Your spot on, my DM had a lot of these and almost gave the same tutorial, but they were a math major 😂 to be fair.
🤓
Wouldn't have been far off the mark
I sent the video to my DM less than 5 mins in 😂
They are doing their funny handshakes with their ‘d&d’ (dungeons and dragons) and DM (dungeon Master) talk.
I'd still like to see a 40+ sided countdown dice in this style, MTG Commander starts at 40 life points not 20 and there are a few ways to go up from there, but I'd understand that it's kinda hard to do 40 without it being rollable... a 5 point sphericon might be better than 3 but you're the expert Henry
I just use d10's for everything including counters. At 40? A 4 and 0. Go over 100? Add a die. Have four thousand Scute Swarms? 4 dice does it.
1 big dice to handle it would indeed be fun. If dividing by 3 still helps, 42 sides would be great for those 'gain 1 life' lands
Imagining the dystopian future game where MTG has become POTUS for life. MTG, Commander
@@mudmug1 Don't bring that evil even to *concept!* Monstrous.
He is definitely one of my favorite Numberphile guests so far.
Segerman's great, lots of curiosities and interesting stuff on his UA-cam channel.
For anyone wondering, the countdown dice at 7:33 that follows a single line and then abruptly stops, Might actually not just be so that the numbers add up to 21 or a bad design choice.
In older versions of DND they had a condition called 'bloodied' which is half or below of your health points.
It could affect certain monsters' and players abilities.
This could be a small detail that let players know they were bloodied. Perhaps if the die were coloured red on the lower number side that could even be a bigger indicator.
That might explain a weird die we had as a kid: it was an icosahedron, but numbered as a D10 (0-9, twice), and with one side painted red (the other half was white).
“C-H-O-E-Z”. My longest word would be, “Echo”.
Same here.
I got curious, so I did some working out - if you have 5 different letters, the number of different strings you can make from using each letter up to once is 326 (or 325 if you don't count the empty string) - 120 five letter strings, 120 four letter strings, 60 three letter strings, 20 two letter strings, 5 individual letters, and 1 empty string.
Those warped dice should absolutely be included with Call of Cthulhu. That's brilliant. 😂
So happy to see Mathartfun featured on your channel! From them I got all my odd dice for my collection. I use the same dice for Dungeon Crawl Classics. Super lovely buying from them.
I bought most of these a little while back. Love em. Favorite is the skew d4, fantastic for marking numbers.
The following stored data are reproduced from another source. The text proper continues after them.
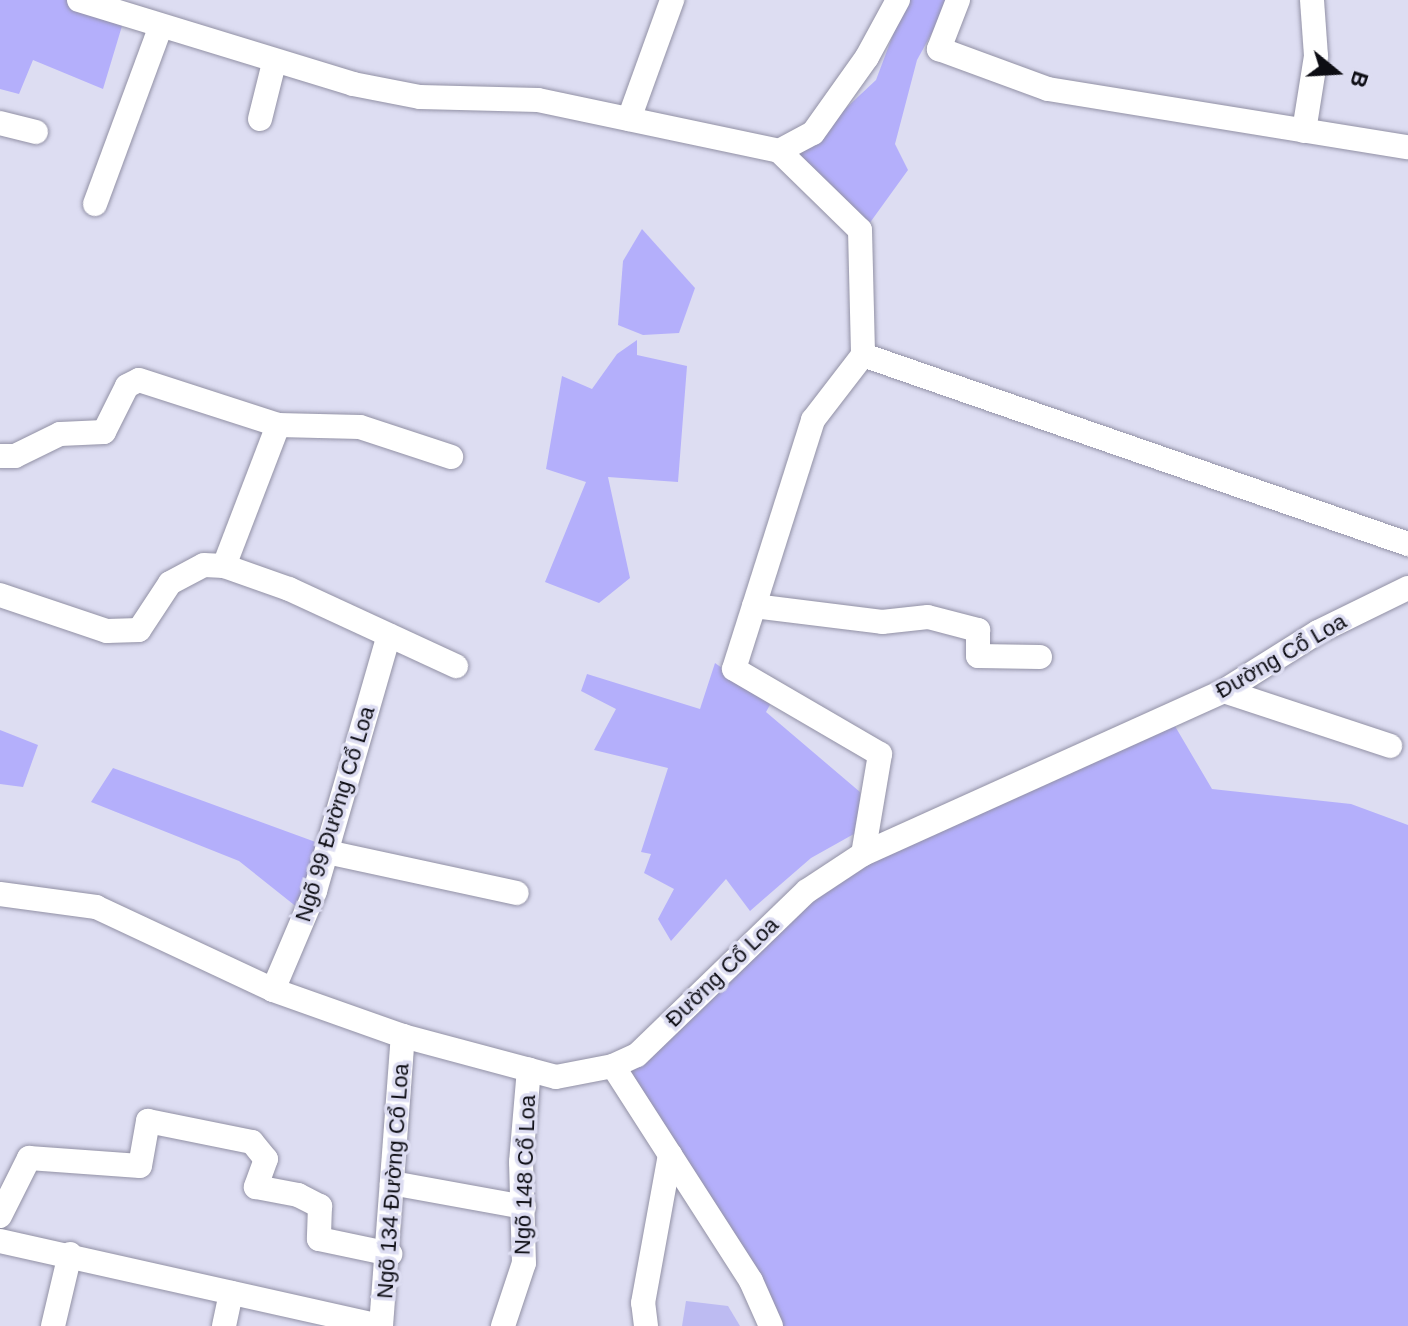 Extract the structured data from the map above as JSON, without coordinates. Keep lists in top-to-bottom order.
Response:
{
  "streets": {
    "street": [
      "Đường Cổ Loa",
      "Ngõ 99 Đường Cổ Loa",
      "Ngõ 148 Cổ Loa",
      "Ngõ 134 Đường Cổ Loa"
    ]
  },
  "crossings": [
    ["Đường Cổ Loa", "Ngõ 99 Đường Cổ Loa"],
    ["Đường Cổ Loa", "Ngõ 148 Cổ Loa"],
    ["Đường Cổ Loa", "Ngõ 134 Đường Cổ Loa"]
  ],
  "north": "right"
} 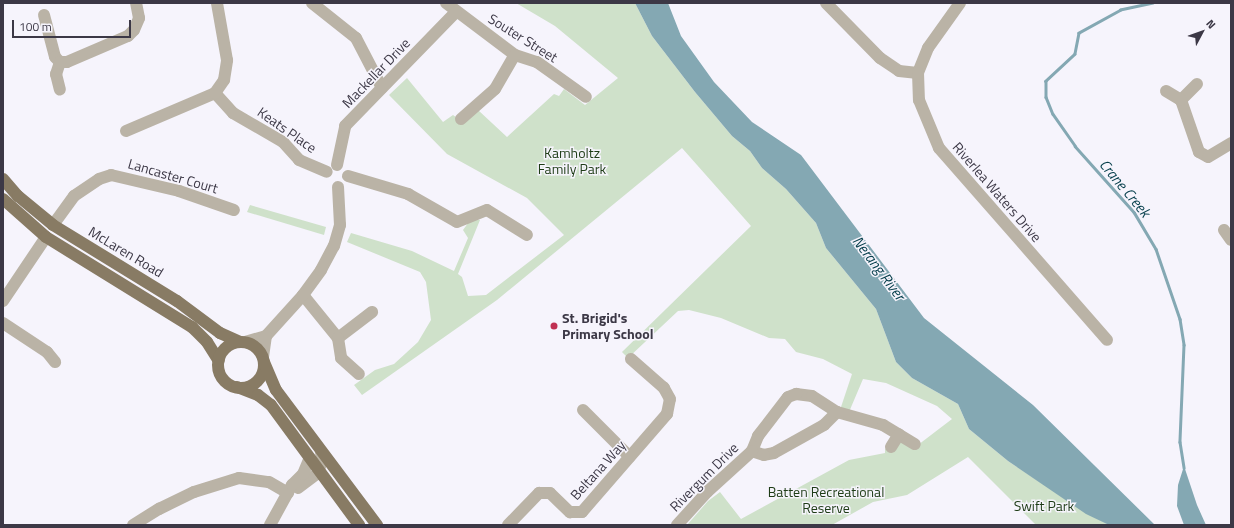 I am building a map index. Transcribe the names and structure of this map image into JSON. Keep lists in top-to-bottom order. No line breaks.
{"streets":{"main road":["McLaren Road"],"street":["Souter Street","Mackellar Drive","Keats Place","Lancaster Court","Riverlea Waters Drive","Beltana Way","Rivergum Drive"]},"crossings":[["Souter Street","Mackellar Drive"],["Mackellar Drive","Keats Place"],["Lancaster Court","McLaren Road"]],"water":["Crane Creek","Nerang River"],"parks":["Kamholtz Family Park","Batten Recreational Reserve","Swift Park"],"places":["St. Brigid's Primary School"],"scale_bar":"100 m","north":"top right"} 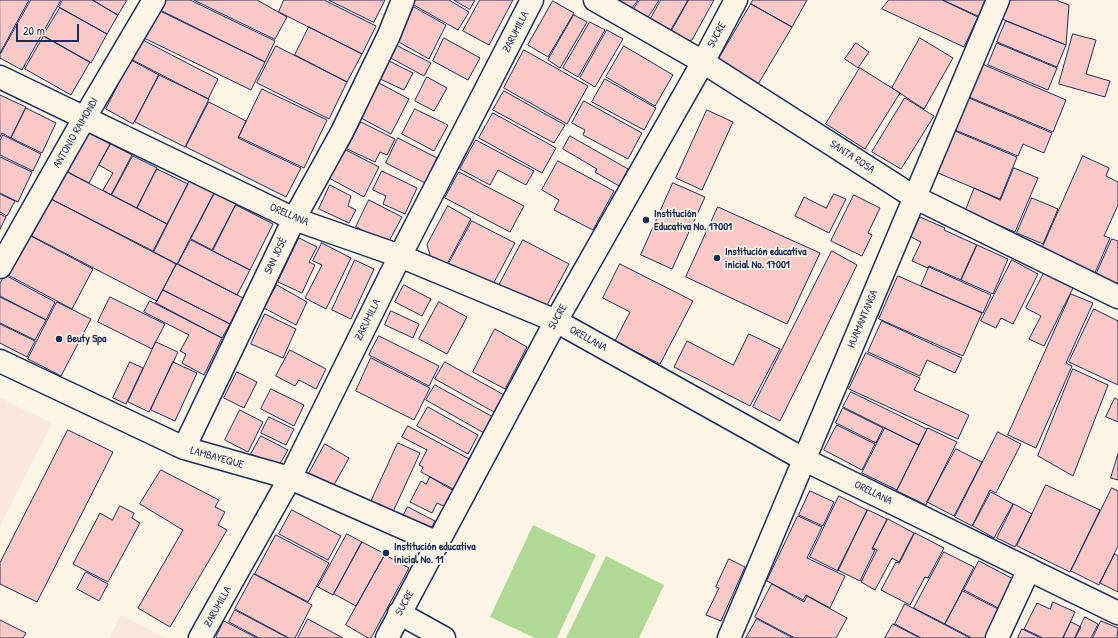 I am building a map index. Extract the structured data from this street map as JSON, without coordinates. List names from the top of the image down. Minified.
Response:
{"streets":{"street":["ZARUMILLA","SUCRE","ANTONIO RAIMONDI","SANTA ROSA","ORELLANA","SAN JOSÉ","HUAMANTANGA","LAMBAYEQUE"]},"crossings":[["ZARUMILLA","ORELLANA"],["ZARUMILLA","LAMBAYEQUE"],["SUCRE","SANTA ROSA"],["SUCRE","ORELLANA"],["SUCRE","LAMBAYEQUE"],["ANTONIO RAIMONDI","ORELLANA"],["SANTA ROSA","HUAMANTANGA"],["ORELLANA","SAN JOSÉ"],["ORELLANA","HUAMANTANGA"],["SAN JOSÉ","LAMBAYEQUE"]],"places":["Institución Educativa No. 17001","Institución educativa inicial No. 17001","Beuty Spa","Institución educativa inicial No. 11"],"scale_bar":"20 m"}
so now i really want to know the "fairness" of the ancient greek knuckle dice
You are not helping my chronic dice addiction... I'm a dice goblin who is ready to be irresponsible with my money for a ttrpg game that doesn't exist
Sorry - but there are worse addictions
@@numberphileboo! this is a real problem man. you don't know anyone with 500 bucks worth of dice? you must not be playing D&D
If dice makers don't know whether to use dice or die, I don't think I'll ever know 😂
I looked it up. The plural is "dice" and the singular can be either "die" or "dice" and it doesn't really matter.
"Dice" is correct when dealing with multiple dice or an unknown number of dice, or when speaking casually or colloquially. "Die" is correct when dealing with what you know to be a single die and addressing an audience containing at least one pedant.
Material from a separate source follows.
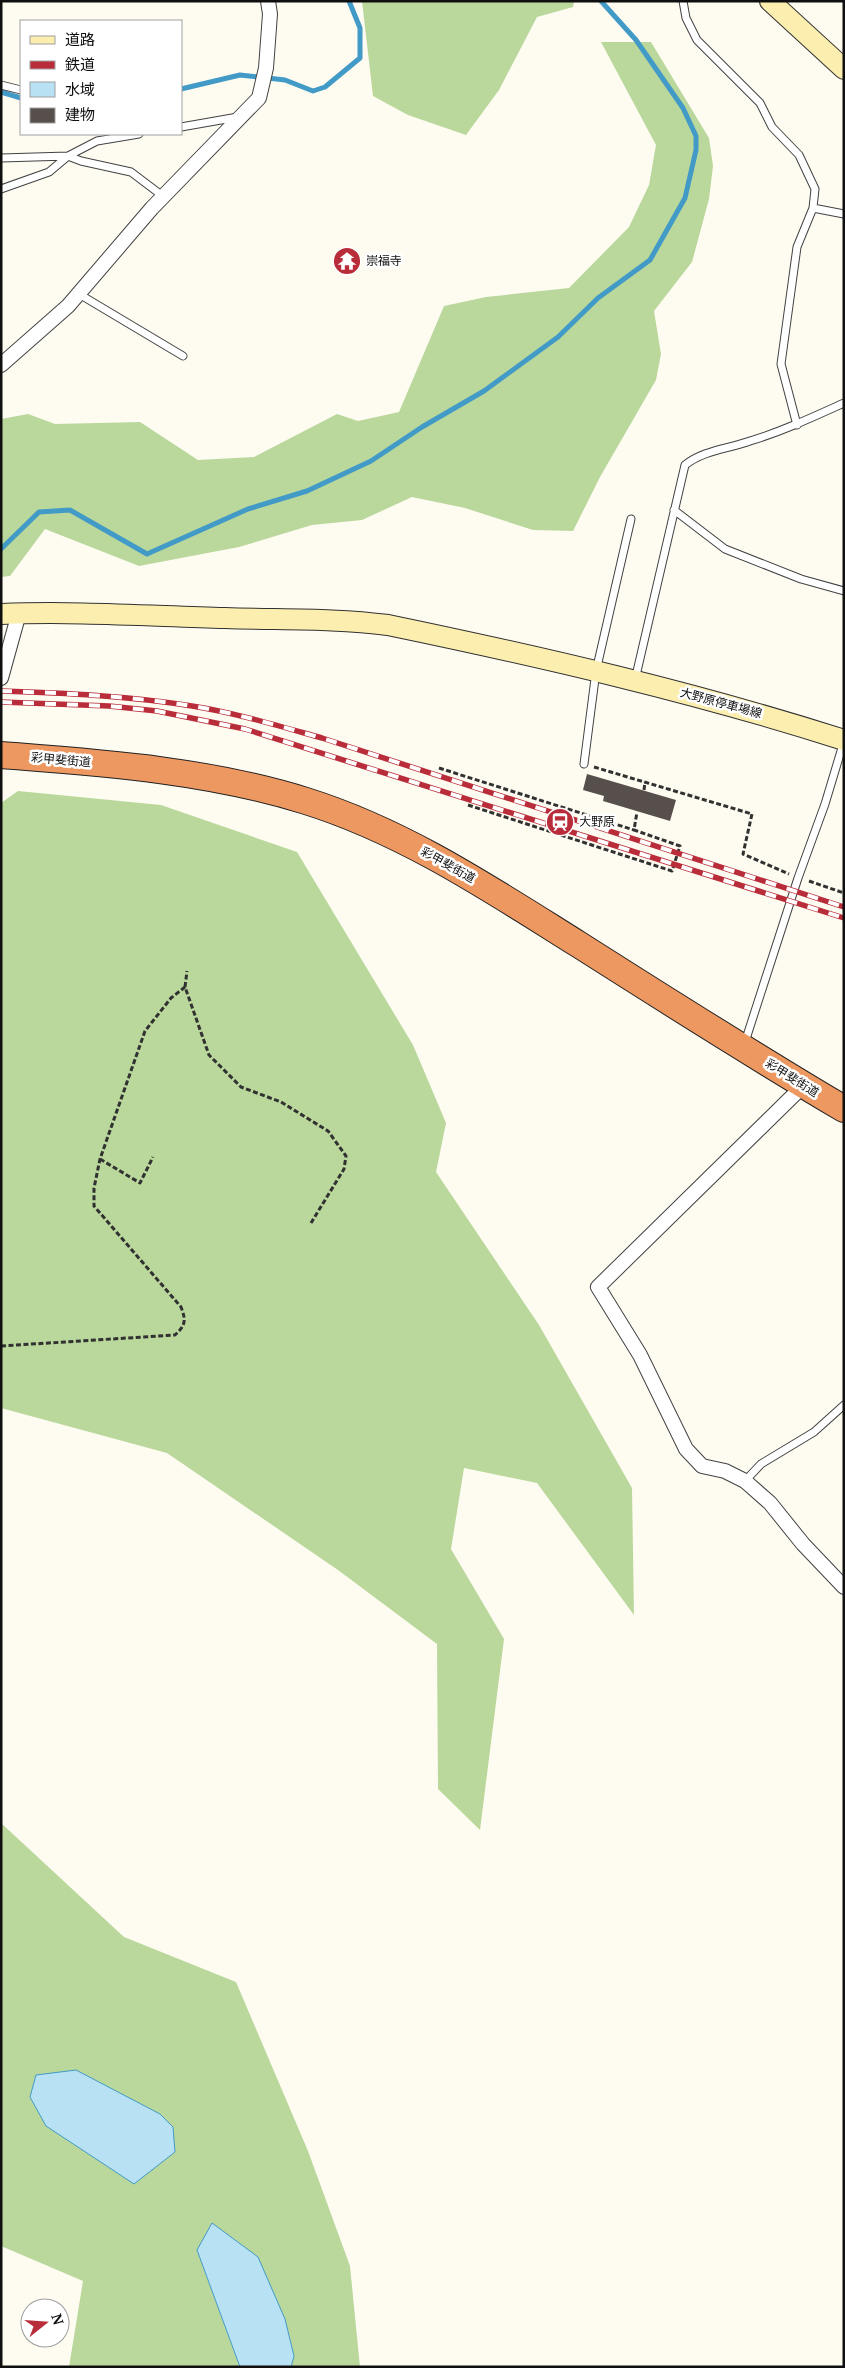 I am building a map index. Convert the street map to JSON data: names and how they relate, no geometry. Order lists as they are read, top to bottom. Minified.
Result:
{"streets":{"highway":["彩甲斐街道"],"street":["大野原停車場線"]},"places":{"temple":["崇福寺"],"station":["大野原"]},"legend":["道路","鉄道","水域","建物"],"north":"right"}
Well, die makers are still human and it may be that this one never really learned it either.
Perhaps he doesn't care about this degree of accuracy in his conversations about dice.
As a pedant myself, I appreciate you standing up for us.
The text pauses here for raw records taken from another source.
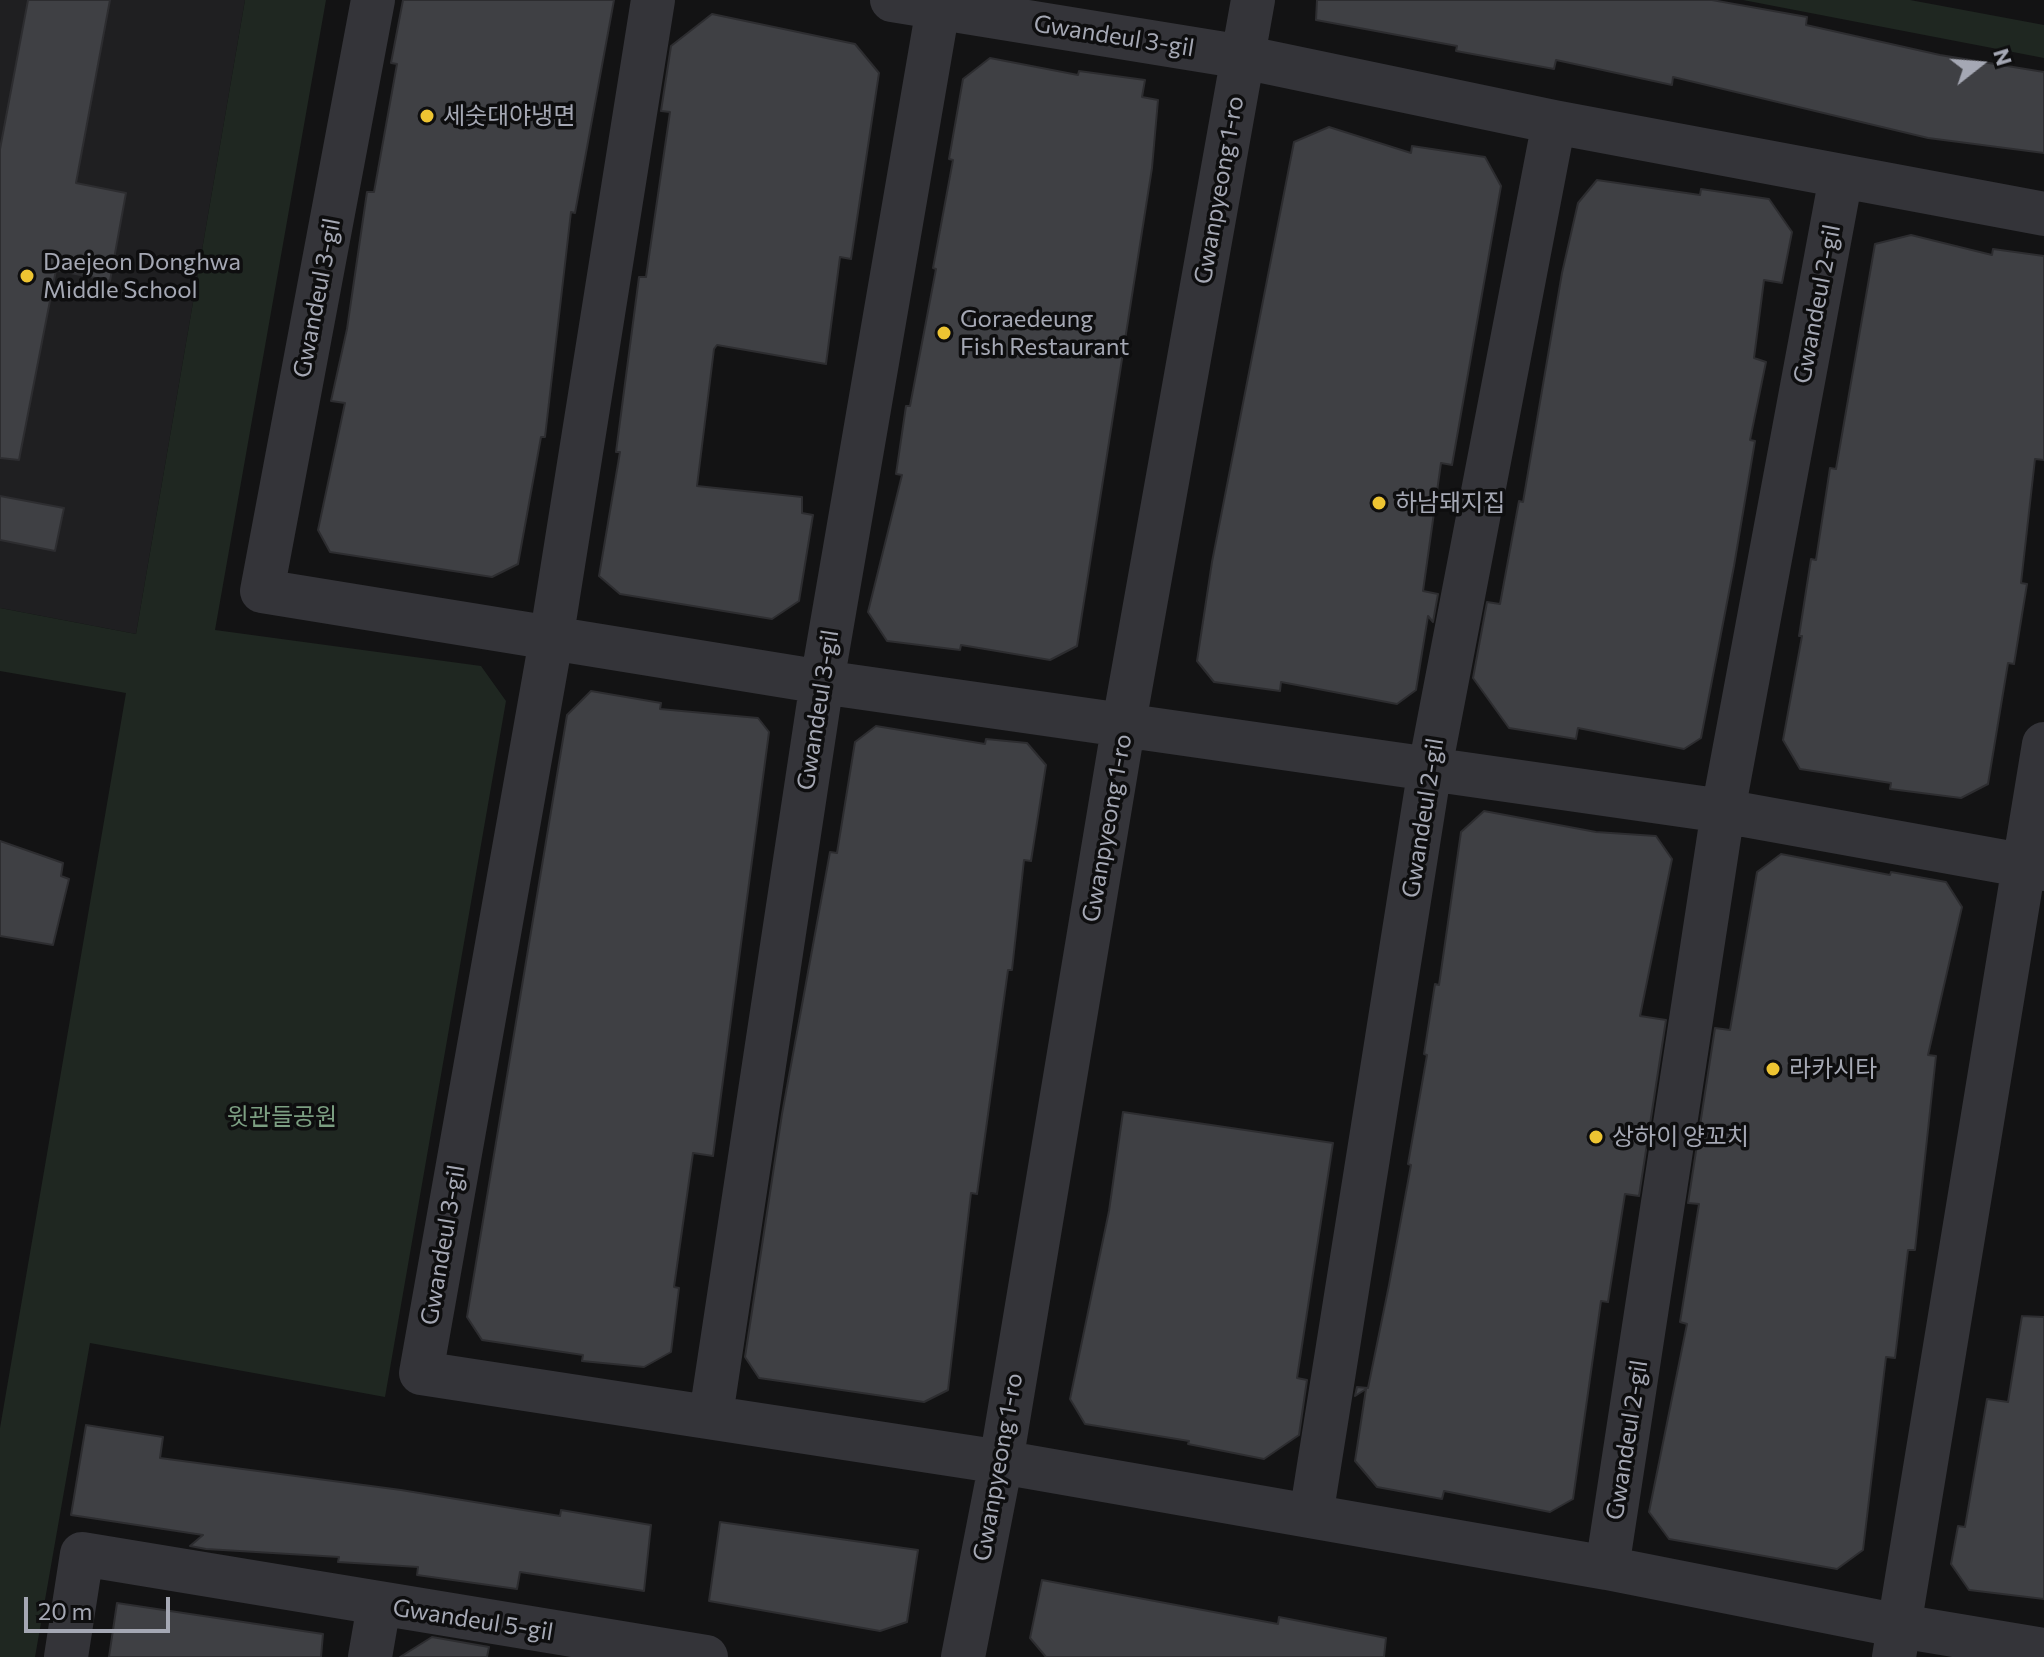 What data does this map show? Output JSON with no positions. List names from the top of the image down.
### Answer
{
  "streets": {
    "street": [
      "Gwandeul 3-gil",
      "Gwanpyeong 1-ro",
      "Gwandeul 2-gil",
      "Gwandeul 5-gil"
    ]
  },
  "crossings": [
    ["Gwandeul 3-gil", "Gwanpyeong 1-ro"]
  ],
  "parks": ["윗관들공원"],
  "places": [
    "세숫대야냉면",
    "Daejeon Donghwa Middle School",
    "Goraedeung Fish Restaurant",
    "하남돼지집",
    "라카시타",
    "상하이 양꼬치"
  ],
  "scale_bar": "20 m",
  "north": "right"
}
The one that ends in the "s" sound is plural just like most english words.
Instead of a countdown die, how about a peg in something like a cribbage board? That would be more stable, and would make countdowns of more than 1 a bit easier.
Dice are more portable than boards. You make a fair point otherwise.
@@reillywalker195I bet you could make a board that folds to the size and shape of a deck of cards, which would be larger than dice, but pack better for playing card games than something close to round. Cribbage boards are usually pretty big, but they're also counting 121, so a board that only went up to 20 wouldn't need to be that big.
I'm fascinated that he uses "dice" as singular (0:05), but "dies" as plural (0:48).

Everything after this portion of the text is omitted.